(Material supplied begins)
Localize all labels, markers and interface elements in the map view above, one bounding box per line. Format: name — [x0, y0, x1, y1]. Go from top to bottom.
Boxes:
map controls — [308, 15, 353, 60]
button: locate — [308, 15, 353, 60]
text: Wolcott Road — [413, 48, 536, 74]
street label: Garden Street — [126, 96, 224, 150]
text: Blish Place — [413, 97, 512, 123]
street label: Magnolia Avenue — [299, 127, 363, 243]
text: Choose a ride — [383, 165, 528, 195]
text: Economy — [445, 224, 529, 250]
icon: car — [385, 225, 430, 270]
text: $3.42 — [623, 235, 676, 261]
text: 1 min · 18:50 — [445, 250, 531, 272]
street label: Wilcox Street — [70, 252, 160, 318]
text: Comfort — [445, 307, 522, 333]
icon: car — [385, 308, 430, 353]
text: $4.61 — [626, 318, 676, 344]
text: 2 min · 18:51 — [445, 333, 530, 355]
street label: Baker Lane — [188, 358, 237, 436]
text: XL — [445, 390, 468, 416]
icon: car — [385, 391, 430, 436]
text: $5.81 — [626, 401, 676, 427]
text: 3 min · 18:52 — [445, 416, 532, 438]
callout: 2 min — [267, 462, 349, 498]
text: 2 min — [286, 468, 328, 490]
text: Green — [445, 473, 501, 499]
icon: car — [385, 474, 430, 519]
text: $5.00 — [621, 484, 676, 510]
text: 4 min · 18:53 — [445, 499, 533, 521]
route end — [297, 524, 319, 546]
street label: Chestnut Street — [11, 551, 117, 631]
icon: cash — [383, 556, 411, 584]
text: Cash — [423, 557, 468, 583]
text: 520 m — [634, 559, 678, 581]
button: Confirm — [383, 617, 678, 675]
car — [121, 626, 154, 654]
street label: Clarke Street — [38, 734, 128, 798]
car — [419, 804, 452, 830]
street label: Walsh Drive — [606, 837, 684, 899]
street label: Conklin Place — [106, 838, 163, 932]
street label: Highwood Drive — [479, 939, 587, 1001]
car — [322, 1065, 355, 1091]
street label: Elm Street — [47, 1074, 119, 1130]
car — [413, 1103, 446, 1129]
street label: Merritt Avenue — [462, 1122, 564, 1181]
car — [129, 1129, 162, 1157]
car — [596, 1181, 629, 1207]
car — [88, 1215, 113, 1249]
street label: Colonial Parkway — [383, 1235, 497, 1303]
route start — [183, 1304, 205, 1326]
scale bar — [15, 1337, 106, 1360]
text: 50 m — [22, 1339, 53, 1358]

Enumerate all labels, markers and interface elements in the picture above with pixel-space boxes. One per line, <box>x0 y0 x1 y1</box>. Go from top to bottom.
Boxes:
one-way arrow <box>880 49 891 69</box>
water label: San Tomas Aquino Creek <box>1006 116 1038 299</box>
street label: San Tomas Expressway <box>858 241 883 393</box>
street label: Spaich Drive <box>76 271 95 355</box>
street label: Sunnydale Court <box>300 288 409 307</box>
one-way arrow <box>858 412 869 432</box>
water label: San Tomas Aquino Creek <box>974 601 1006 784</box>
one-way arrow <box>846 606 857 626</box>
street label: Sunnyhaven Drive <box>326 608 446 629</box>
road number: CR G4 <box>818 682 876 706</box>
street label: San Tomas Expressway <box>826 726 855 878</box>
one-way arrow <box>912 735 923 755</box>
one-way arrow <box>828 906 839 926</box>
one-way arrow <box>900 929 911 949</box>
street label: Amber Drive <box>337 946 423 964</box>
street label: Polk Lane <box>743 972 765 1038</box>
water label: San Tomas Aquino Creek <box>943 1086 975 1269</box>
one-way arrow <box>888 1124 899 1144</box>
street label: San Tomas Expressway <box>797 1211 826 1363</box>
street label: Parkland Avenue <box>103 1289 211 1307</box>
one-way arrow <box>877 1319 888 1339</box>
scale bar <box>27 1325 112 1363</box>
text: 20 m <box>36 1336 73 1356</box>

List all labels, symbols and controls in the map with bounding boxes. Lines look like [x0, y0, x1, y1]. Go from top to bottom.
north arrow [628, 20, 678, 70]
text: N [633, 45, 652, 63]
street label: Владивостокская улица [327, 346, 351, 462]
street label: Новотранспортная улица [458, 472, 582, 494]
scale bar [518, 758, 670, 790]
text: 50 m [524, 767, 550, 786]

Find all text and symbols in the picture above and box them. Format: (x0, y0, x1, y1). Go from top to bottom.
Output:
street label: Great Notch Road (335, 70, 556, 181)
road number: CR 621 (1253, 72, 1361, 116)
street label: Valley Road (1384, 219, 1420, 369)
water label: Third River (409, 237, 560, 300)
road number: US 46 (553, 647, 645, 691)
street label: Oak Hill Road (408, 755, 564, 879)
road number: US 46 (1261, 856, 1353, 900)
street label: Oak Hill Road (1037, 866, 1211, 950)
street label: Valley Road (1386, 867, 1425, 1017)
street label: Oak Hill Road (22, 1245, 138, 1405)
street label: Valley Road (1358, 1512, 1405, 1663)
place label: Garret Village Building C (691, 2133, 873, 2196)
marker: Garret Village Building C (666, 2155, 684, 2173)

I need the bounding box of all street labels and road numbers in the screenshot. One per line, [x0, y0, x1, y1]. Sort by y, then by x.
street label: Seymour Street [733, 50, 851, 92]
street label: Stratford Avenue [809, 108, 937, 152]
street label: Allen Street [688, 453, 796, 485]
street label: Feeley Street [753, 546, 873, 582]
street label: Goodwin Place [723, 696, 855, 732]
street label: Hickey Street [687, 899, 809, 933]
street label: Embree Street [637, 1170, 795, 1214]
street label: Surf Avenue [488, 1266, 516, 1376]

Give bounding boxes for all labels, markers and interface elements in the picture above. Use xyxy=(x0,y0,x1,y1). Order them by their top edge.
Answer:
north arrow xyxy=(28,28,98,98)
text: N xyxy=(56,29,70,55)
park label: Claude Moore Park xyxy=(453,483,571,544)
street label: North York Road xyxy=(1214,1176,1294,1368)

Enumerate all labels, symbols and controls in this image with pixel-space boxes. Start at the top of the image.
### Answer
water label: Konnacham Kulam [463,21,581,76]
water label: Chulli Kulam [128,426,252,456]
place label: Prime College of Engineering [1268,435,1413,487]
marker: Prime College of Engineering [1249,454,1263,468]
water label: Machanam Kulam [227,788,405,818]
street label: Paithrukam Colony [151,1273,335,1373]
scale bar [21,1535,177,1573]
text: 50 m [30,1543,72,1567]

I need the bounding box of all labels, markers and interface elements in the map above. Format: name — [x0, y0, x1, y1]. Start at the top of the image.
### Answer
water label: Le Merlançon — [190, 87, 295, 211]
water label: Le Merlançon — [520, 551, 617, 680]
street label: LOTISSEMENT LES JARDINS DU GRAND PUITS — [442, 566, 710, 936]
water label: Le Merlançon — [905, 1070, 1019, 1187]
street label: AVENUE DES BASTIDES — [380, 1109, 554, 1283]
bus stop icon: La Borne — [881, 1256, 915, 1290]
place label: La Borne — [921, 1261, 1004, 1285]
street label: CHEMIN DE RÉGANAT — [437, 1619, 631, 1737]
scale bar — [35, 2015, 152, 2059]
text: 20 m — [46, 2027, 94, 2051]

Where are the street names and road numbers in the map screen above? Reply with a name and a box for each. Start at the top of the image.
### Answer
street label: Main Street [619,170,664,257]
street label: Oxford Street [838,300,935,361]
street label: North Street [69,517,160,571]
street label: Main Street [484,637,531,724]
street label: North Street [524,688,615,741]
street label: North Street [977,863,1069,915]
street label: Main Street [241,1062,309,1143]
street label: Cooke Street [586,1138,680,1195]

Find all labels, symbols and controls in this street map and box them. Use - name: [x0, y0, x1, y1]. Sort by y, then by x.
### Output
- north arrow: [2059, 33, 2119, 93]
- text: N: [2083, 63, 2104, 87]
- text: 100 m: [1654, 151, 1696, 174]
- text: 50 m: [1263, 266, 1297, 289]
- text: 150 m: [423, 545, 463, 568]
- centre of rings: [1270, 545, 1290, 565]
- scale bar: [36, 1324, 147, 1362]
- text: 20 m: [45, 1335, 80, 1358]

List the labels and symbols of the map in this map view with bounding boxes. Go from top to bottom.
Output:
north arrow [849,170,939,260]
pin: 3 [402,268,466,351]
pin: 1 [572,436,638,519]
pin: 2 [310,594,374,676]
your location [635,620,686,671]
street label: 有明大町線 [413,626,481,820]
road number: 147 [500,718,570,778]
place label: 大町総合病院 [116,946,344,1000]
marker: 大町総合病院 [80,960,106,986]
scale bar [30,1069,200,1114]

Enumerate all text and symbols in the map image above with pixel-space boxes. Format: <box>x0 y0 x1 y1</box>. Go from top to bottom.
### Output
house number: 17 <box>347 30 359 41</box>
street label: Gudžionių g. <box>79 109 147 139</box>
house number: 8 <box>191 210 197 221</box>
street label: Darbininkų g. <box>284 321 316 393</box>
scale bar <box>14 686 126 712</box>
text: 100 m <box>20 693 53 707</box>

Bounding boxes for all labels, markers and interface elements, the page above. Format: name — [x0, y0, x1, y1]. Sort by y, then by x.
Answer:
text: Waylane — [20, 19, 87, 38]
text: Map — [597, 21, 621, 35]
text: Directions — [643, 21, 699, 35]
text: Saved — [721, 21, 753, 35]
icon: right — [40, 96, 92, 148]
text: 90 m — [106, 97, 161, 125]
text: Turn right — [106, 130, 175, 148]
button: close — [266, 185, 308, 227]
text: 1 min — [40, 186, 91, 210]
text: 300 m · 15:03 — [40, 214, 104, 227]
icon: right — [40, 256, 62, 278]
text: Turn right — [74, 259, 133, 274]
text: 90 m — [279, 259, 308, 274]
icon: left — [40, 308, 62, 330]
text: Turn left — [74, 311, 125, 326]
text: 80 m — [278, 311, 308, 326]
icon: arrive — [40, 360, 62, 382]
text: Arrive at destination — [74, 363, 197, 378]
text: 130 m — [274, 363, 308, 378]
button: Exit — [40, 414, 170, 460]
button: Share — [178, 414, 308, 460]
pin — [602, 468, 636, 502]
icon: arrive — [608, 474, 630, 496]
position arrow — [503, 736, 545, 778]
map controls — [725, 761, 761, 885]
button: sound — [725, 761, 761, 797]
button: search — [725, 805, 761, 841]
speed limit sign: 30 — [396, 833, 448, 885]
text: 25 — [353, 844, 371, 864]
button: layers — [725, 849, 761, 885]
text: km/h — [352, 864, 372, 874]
(Material supplied ends)
• _Your goal_
Pick out and copy the lines of the entries that hold the string "view".

• _Answer to this problem_
Localize all labels, markers and interface elements in the map view above, one bounding box per line. Format: name — [x0, y0, x1, y1]. Go from top to bottom.
List the labels and symbols of the map in this map view with bounding boxes. Go from top to bottom.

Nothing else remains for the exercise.